Hi there,
I have a deadline tomorrow at 12 and I’ve accidently messed up my code so I need urgent help from anyone who can.
The code’s basically supposed to use constant memory for the devifact array, but when i run it it’s saying copyin Memcpy FAILED:17.
The copy from host to constant memory is devifact=ifact(1:292)
Please please please can anyone help.
Host code
subroutine matmul_host(lowt,a,b,d,ifact,nbasis)
! Declare host arrays
Implicit none
Integer:: threadblocks
Integer:: error, istat,size
Integer, value:: lowt, nbasis,blocksize
double precision, dimension(1:lowt):: a, b,d
integer::ifact(292)
! Declare device arrays
Double precision, device,allocatable, dimension(:)::adev,bdev,ddev
integer, constant::devifact(292)
! Declare grid and block
type(dim3):: dimGrid, dimBlock
! Declare variables for timer
real ctimeall, ctimekernel
integer c1, c2, c3, c4
! Start time for kernel and data transfers
call system_clock( count=c1 )
! Allocate memory on the device
allocate(adev(1:lowt),bdev(1:lowt),ddev(1:lowt))

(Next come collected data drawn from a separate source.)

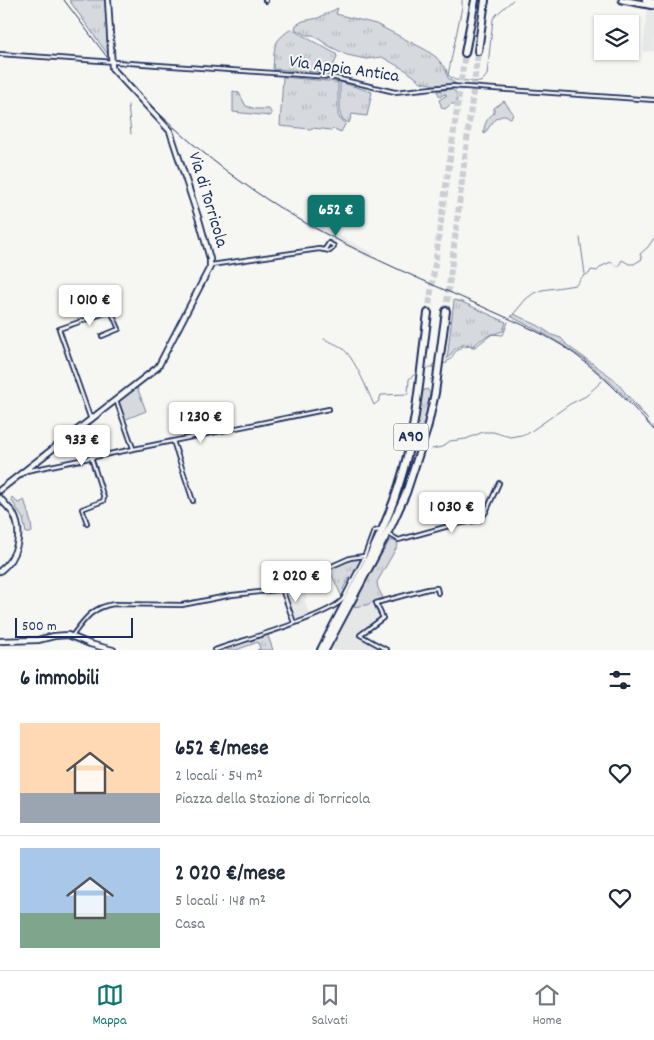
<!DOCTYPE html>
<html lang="it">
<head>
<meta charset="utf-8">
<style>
  :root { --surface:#fff; --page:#f6f6f7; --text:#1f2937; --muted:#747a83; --line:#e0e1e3; --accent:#0f766e }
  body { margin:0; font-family:Dekko,sans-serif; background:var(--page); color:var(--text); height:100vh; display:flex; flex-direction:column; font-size:19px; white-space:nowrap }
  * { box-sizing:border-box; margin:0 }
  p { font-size:16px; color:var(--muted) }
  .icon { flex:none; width:28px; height:28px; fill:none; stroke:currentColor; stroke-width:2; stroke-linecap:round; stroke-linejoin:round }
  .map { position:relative; height:650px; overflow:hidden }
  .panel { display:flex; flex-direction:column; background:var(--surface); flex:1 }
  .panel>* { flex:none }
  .buttons { position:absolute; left:594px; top:15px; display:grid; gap:10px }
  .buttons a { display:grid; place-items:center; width:45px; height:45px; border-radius:0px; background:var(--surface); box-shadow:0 1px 4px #0004; font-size:25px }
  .scale { position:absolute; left:15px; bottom:12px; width:118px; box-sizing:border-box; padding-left:5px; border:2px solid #1b2f5e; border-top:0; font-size:14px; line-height:18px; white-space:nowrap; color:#1b2f5e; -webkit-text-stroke:4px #f6f6f2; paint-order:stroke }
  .price { position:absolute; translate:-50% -42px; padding:0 11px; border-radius:5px; background:#fff; color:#222; font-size:16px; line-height:32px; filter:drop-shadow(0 1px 2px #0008) }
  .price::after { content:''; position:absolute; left:50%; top:30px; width:15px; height:11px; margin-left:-8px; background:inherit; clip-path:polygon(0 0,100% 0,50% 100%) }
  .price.current { background:var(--accent); color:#fff }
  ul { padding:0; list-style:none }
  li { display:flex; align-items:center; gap:15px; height:125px; padding:0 20px }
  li+li { border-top:1px solid var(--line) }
  li span { display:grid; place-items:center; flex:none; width:140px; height:100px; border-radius:0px; color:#555 }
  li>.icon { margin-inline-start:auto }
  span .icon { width:60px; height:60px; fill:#fffc; stroke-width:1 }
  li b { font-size:21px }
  h2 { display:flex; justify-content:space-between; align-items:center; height:60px; padding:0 20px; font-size:21px }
  .tab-bar { display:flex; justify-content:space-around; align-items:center; height:70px; border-top:1px solid var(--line); background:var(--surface); font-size:14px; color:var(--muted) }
  .tab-bar a { display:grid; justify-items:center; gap:2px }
  .tab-bar .current { color:var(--accent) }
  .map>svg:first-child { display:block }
  .built { fill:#e6e7e7 }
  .grass { fill:url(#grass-tufts); stroke:#78849e }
  .forest { fill:url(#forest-firs); stroke:#78849e }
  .garden { fill:#d6d9dd; stroke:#78849e }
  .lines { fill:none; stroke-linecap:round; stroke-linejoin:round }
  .stream { stroke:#717e99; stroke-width:1 }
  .highway-tunnel { stroke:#caced4; stroke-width:6; stroke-dasharray:6 3; stroke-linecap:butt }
  .street-casing { stroke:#1b2f5e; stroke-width:6 }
  .secondary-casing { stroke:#1b2f5e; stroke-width:8 }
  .primary-casing { stroke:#1b2f5e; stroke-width:9 }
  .highway-casing { stroke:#1b2f5e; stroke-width:10 }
  .street { stroke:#f6f6f2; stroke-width:2.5 }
  .secondary { stroke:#f6f6f2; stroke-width:4.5 }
  .primary { stroke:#f6f6f2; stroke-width:5 }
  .highway { stroke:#f6f6f2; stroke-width:6 }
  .rail { stroke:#1b2f5e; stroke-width:1 }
  .labels { text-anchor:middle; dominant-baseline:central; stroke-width:4; stroke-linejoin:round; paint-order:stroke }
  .shield { fill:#f6f6f2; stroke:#5d6b8a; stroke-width:1 }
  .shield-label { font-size:16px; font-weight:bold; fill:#1b2f5e }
  .street-label { font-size:18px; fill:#1b2f5e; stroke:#f6f6f2 }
</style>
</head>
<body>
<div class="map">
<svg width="654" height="650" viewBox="0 0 654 650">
  <defs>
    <pattern id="grass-tufts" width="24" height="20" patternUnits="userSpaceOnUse" patternTransform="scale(1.25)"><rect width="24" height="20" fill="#d6d9dd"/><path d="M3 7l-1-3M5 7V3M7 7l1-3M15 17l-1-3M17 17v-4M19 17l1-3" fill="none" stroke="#b7bbc0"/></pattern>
    <pattern id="forest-firs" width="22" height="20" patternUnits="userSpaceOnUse" patternTransform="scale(1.25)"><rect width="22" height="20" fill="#d6d9dd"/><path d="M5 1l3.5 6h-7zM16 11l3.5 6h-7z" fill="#b7bbc0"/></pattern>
  </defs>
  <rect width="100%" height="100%" fill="#f6f6f2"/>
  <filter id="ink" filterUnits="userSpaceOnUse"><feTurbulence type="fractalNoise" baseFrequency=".02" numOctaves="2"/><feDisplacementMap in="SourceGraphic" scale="10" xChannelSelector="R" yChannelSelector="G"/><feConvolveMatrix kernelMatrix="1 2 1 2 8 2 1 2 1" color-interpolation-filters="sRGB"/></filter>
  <g filter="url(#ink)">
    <!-- built -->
    <g class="built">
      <polygon points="647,8 654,8 654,51 643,52"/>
      <polygon points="309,220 374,254 372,259 336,241 335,244 331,242 332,239 306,224"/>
      <polygon points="302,580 307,599 304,600 310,616 294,621 283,589"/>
      <polygon points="372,603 381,617 358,632 356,634 385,650 329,650 352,608"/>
    </g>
    <!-- grass -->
    <g class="grass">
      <polygon points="69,0 107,0 110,54 109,56"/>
      <polygon points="338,8 336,14 376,24 426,50 436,57 446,69 448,78 456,84 435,85 421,82 407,71 382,57 366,59 347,55 329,46 313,35 306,35 295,29 296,25 303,21 318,18"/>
      <path d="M291,29L336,54L337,57L330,73L273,69C275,47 271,43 291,29Z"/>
      <polygon points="283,77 338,82 338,115 340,119 346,123 341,132 334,129 331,130 312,128 310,129 280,126"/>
      <polygon points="340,82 372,92 367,116 352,114 349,123 342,119 340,114"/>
      <polygon points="451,89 456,92 457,101 456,104 451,104 445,109 442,108 439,100 447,95 444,94 440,97 437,91"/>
      <path d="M504,101L513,113L512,117L510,118L506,115L496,118L484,134C483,126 487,118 494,113V108Z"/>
      <polygon points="107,294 112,309 85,319 79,299"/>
      <path d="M454,300L462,302L506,322L503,331C491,335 483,336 474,346L464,344L455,349L447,359Z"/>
      <polygon points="514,314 539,326 552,335 561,338 568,346 614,379 648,420 613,385 585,360 550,337 512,317"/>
      <path d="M427,389L432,396C423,443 406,487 387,531L384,529L391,513L421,392Z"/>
      <polygon points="12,497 18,503 24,500 25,502 31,523 32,532 30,533 26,533 23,519 11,499"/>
      <polygon points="390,540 397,542 398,545 377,582 378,588 383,598 366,605 353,607 378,560"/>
      <polygon points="363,557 351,579 349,578 343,589 345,591 342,597 329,569 351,558"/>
      <polygon points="267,633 273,650 257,650 260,649 258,642 236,650 227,650 226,647"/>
    </g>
    <!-- forest -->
    <polygon class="forest" points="233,91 239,93 246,106 256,109 269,109 272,114 270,116 233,112"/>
    <!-- garden -->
    <polygon class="garden" points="137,387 146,411 124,420 117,400"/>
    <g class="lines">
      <!-- stream -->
      <g class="stream">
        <polyline points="462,0 462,7 448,75 455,80 481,82 487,75 493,19 497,14 513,0"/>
        <polyline points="128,105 131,134"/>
        <polyline points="580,238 585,274"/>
        <path d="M511,317L526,299L534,293L542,290L576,285C580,280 582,275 589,274L591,270L597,271L602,266L611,262L618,267L622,260L629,264H634L642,259L640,254L648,247L654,238"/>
        <path d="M324,339C330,342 337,344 342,348C355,358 367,390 374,405L379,401L381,395L408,394L409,379L418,372"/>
        <polyline points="442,364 447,363 447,361 450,360 455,352 463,346 475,347 492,334 503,335 508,322"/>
        <polyline points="424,369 437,367"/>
        <polyline points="430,380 434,376"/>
        <polyline points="432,449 442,447 450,441 466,439 483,432 493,432 510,437 527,434 570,404 586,396 602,381"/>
      </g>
      <!-- highway-tunnel -->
      <g class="highway-tunnel">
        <polyline points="446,311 478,51"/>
        <polyline points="428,313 465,53"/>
      </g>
      <!-- street casing -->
      <g class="street-casing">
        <g id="street">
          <polyline points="265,0 266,1"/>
          <polyline points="0,54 331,77 395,92 451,86 654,100"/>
          <polyline points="325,249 329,243 334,246 333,248"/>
          <polyline points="211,265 319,249 330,251 333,248"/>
          <polyline points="116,400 133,448"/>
          <polyline points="91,420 59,329 111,311 119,329 102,336"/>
          <polyline points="173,441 193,501"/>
          <polyline points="26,471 329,409"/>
          <polyline points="87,523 82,509 103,501 104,498 91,457"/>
          <polyline points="390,535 399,540 402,539 456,524 480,520 486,512 499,483"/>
          <polyline points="282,589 294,623"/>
          <path d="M72,636C84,620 92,607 114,604L182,605L232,595L278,590L350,558L364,556"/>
          <path d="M215,650C239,641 330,616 343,599L363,560L374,531L379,530"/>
          <polyline points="387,650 360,635 383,618 376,603 428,589 437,588 438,593"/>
        </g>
      </g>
      <!-- secondary casing -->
      <g class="secondary-casing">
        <g id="secondary">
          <polyline points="645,0 654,2"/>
          <polyline points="0,490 158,367 210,267 210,259 200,223 170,131 112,68 108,0"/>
          <path d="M0,498C4,503 9,508 13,513C24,533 17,558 0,571"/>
          <polyline points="0,641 38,640 54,636 68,635 90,644 113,650"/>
        </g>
      </g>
      <!-- primary casing -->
      <g class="primary-casing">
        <polyline id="primary" points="622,0 654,6"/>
      </g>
      <!-- highway casing -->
      <g class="highway-casing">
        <g id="highway">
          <polyline points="478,51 485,0"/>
          <polyline points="465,53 475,0"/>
          <path d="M321,650C347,598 382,541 399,485C417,430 420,370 428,313"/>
          <polyline points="325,650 392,524 406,493 427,429 435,393 446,311"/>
        </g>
      </g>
      <!-- street -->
      <use href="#street" class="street"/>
      <!-- secondary -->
      <use href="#secondary" class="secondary"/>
      <!-- primary -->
      <use href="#primary" class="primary"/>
      <!-- highway -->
      <use href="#highway" class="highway"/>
      <!-- rail -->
      <g class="rail">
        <polyline points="64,0 107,57"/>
        <path d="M115,67C174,134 244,191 324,233C375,260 429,283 481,306C509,319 537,330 563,346C598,369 626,399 654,430"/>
      </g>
    </g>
  </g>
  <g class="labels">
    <!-- shield labels -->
    <rect class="shield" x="393.5" y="423.5" width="35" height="27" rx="4"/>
    <g class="shield-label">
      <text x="411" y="437">A90</text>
    </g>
    <!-- street labels -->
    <g class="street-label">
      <text transform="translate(344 70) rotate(8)">Via Appia Antica</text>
      <text transform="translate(207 200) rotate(73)">Via di Torricola</text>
    </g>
  </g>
</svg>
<div class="buttons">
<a><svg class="icon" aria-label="layers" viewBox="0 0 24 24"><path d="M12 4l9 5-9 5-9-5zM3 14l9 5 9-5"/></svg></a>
</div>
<div class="scale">500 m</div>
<b class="price current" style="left:336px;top:237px">652 €</b>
<b class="price" style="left:90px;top:327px">1 010 €</b>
<b class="price" style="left:201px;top:444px">1 230 €</b>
<b class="price" style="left:82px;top:467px">933 €</b>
<b class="price" style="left:452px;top:534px">1 030 €</b>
<b class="price" style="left:296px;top:603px">2 020 €</b>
</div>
<section class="panel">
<h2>6 immobili<svg class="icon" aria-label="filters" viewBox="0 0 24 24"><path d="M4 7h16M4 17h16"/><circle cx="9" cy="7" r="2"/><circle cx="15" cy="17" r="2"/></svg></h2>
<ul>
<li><span style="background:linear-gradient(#ffd9b3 70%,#9aa5b1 0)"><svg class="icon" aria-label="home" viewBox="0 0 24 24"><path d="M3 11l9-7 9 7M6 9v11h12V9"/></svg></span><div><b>652 €/mese</b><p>2 locali · 54 m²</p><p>Piazza della Stazione di Torricola</p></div><svg class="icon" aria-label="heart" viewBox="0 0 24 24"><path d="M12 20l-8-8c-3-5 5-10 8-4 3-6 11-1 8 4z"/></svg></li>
<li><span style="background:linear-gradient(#a9c7e8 65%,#7fa58c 0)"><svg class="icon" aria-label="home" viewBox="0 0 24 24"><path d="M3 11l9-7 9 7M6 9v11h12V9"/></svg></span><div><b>2 020 €/mese</b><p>5 locali · 148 m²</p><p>Casa</p></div><svg class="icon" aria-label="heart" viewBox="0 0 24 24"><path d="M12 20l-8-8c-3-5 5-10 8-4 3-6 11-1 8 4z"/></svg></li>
</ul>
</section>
<nav class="tab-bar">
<a class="current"><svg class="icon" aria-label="map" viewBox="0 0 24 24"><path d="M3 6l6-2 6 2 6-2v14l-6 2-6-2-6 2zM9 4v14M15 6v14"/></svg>Mappa</a>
<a><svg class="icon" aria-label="saved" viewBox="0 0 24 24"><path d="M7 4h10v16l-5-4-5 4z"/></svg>Salvati</a>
<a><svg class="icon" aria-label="home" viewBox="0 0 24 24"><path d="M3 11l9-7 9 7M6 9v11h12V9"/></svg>Home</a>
</nav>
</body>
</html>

istat = cudathreadsynchronize()
! Define the grid and block shape
blocksize=3
if (mod(nbasis, blocksize)==0) then
threadblocks=nbasis/blocksize
else
threadblocks=nbasis/blocksize+1
end if
dimGrid= dim3(threadblocks, 1, 1)
dimBlock= dim3 (blocksize, 1, 1)
! Copy a, b, and ifact to the device
Adev = A(1:lowt)
bdev = b(1:lowt)
devifact=ifact(1:292)
! Second timer to record kernel time without data transfers
call system_clock( count=c2 )
! Kernel invocation
call matmulcuf<<<dimGrid,dimBlock>>>(lowt,adev,bdev,ddev,devifact,nbasis,blocksize)
! Synchronise threads
istat = cudathreadsynchronize()
! Stop second timer
call system_clock( count=c3 )
! Copy results back to host array
d = ddev(1:lowt)
! Stop first timer
call system_clock( count=c4 )
! Freeing arrays on device(may need to declare as integer function)
deallocate(adev,bdev,ddev)
! Print out kernel times
ctimekernel = c3 - c2
ctimeall = c4 - c1
print *, 'Kernel time excluding data xfer:', ctimekernel/1000000
print *, 'Total time including data xfer: ', ctimeall/1000000
end
end
Device code
Module matmul_mod
use cudafor
contains
! Device code
attributes(global) subroutine matmulcuf(lowt, a, b, d, ifact, nbasis, blocksize)
implicit none
double precision :: a(lowt), b(lowt), d(lowt)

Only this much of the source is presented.